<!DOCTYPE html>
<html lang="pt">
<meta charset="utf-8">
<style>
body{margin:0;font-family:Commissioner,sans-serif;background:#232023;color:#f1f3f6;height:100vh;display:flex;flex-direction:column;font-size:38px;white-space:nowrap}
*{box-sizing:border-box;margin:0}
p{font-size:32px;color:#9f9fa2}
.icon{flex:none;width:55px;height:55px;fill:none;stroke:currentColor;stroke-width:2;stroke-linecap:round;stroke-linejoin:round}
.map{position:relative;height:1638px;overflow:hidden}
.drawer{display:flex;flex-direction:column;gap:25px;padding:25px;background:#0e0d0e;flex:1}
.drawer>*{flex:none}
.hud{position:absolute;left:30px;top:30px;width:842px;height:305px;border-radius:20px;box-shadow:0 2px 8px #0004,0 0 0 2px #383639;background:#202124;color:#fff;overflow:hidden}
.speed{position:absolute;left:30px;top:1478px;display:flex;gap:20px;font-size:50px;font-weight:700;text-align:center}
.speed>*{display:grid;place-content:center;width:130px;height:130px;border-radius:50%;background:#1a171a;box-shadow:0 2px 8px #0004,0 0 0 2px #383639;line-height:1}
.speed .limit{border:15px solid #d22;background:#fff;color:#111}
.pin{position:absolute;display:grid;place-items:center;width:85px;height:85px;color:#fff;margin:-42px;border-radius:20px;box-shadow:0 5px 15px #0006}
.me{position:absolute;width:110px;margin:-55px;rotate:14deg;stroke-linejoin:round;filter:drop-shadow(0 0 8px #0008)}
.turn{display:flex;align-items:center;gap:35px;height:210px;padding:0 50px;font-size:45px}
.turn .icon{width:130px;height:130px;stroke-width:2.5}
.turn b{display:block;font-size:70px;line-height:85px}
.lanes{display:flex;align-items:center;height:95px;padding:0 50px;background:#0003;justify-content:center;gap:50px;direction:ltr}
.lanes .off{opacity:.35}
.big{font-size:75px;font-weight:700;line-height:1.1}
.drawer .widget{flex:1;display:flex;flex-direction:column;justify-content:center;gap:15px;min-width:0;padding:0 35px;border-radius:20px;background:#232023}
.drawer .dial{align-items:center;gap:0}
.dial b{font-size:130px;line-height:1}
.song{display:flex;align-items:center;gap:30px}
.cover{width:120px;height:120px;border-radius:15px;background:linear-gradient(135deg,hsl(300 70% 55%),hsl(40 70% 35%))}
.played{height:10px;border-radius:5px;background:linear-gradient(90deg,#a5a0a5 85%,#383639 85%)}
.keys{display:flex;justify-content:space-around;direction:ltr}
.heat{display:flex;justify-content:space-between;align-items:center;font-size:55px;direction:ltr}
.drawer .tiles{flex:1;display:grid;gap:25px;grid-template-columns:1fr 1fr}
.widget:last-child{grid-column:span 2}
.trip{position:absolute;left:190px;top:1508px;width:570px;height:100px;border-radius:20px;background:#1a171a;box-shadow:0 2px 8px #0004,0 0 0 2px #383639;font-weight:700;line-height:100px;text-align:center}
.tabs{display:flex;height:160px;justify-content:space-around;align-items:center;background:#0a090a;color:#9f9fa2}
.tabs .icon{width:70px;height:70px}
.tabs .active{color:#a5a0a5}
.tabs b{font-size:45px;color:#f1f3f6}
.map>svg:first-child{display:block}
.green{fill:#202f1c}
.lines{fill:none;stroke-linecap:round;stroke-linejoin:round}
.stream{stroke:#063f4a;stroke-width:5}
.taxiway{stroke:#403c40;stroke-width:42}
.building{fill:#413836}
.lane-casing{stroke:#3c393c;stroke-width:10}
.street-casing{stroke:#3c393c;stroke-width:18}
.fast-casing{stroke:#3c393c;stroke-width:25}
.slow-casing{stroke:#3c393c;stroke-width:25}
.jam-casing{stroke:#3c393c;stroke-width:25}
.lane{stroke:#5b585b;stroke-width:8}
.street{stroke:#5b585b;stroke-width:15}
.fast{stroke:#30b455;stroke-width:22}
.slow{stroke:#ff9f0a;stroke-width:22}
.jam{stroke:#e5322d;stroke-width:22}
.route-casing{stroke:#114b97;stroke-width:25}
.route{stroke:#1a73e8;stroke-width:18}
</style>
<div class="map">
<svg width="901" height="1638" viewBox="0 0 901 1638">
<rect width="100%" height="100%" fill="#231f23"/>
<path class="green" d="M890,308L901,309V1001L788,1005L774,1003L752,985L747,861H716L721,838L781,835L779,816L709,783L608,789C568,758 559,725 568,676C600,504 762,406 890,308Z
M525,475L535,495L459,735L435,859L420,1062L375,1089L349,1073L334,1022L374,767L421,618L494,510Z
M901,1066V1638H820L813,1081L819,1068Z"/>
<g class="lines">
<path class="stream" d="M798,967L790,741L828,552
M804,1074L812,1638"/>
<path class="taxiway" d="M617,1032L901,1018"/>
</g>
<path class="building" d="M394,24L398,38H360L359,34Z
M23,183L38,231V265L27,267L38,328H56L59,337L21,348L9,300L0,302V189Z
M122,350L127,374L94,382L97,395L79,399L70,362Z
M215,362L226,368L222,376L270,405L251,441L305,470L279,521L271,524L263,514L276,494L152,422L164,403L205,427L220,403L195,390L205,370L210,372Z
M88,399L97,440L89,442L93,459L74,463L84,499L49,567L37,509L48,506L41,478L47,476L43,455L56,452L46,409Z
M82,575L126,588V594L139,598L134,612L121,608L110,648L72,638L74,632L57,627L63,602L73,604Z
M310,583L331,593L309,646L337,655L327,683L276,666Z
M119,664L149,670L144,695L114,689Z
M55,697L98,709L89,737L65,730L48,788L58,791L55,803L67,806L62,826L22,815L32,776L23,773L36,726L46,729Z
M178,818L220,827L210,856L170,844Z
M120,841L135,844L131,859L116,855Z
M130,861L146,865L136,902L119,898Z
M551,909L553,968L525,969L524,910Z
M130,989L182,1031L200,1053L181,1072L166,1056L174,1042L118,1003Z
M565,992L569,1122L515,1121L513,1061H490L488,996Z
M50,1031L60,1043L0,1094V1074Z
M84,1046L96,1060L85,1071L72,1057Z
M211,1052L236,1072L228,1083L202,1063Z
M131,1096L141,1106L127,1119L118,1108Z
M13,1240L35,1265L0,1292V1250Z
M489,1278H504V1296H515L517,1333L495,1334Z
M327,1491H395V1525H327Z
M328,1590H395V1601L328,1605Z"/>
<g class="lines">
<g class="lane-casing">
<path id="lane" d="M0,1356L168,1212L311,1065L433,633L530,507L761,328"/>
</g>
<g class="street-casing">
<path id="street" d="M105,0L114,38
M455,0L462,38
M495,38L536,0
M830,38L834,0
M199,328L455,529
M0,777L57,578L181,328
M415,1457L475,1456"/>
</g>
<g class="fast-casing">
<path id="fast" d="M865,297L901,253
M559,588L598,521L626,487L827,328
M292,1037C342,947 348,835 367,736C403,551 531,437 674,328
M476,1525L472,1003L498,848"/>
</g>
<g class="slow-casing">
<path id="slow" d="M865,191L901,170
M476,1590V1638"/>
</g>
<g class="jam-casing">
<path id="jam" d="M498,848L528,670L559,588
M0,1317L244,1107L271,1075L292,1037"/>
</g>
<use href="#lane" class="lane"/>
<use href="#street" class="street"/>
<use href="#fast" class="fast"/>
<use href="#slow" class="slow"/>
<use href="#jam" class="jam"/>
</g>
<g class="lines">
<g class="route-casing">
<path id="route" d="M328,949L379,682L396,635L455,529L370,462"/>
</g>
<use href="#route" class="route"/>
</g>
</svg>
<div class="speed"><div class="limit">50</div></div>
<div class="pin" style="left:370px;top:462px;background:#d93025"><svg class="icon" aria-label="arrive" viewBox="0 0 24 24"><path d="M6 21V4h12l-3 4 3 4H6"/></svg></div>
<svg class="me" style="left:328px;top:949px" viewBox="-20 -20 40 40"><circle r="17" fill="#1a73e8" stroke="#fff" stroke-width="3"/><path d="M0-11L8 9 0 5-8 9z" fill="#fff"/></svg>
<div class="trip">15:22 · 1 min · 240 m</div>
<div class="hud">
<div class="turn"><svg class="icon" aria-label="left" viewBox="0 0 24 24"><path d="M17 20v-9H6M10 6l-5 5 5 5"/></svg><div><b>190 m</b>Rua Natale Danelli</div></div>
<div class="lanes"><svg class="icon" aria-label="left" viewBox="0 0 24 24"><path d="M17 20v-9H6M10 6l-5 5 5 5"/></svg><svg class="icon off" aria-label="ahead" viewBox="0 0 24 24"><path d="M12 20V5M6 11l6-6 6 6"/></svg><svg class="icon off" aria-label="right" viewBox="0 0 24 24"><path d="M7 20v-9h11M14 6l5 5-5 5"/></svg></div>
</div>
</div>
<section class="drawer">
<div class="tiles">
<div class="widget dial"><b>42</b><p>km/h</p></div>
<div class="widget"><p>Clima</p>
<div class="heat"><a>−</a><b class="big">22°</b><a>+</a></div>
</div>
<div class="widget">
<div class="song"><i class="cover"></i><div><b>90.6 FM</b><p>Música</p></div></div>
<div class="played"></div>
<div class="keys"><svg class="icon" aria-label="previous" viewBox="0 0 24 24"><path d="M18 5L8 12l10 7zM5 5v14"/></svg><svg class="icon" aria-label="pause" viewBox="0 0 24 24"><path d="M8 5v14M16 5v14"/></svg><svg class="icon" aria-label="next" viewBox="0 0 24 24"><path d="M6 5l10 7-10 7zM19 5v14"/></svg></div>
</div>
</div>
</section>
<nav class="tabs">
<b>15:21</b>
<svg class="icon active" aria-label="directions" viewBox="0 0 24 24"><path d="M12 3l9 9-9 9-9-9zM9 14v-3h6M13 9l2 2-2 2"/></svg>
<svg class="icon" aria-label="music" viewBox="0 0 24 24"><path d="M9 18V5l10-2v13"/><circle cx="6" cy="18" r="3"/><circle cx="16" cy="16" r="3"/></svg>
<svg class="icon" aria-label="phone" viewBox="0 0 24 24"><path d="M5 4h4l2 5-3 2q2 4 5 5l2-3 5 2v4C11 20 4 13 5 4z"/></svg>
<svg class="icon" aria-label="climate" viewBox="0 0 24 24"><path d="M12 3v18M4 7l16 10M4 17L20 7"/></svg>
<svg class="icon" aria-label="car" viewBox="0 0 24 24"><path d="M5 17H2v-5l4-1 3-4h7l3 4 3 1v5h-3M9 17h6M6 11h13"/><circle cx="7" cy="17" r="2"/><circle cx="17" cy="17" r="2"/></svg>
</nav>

============================================================

Find the lines of the material that contain the word "linejoin" and report only how many there are.

3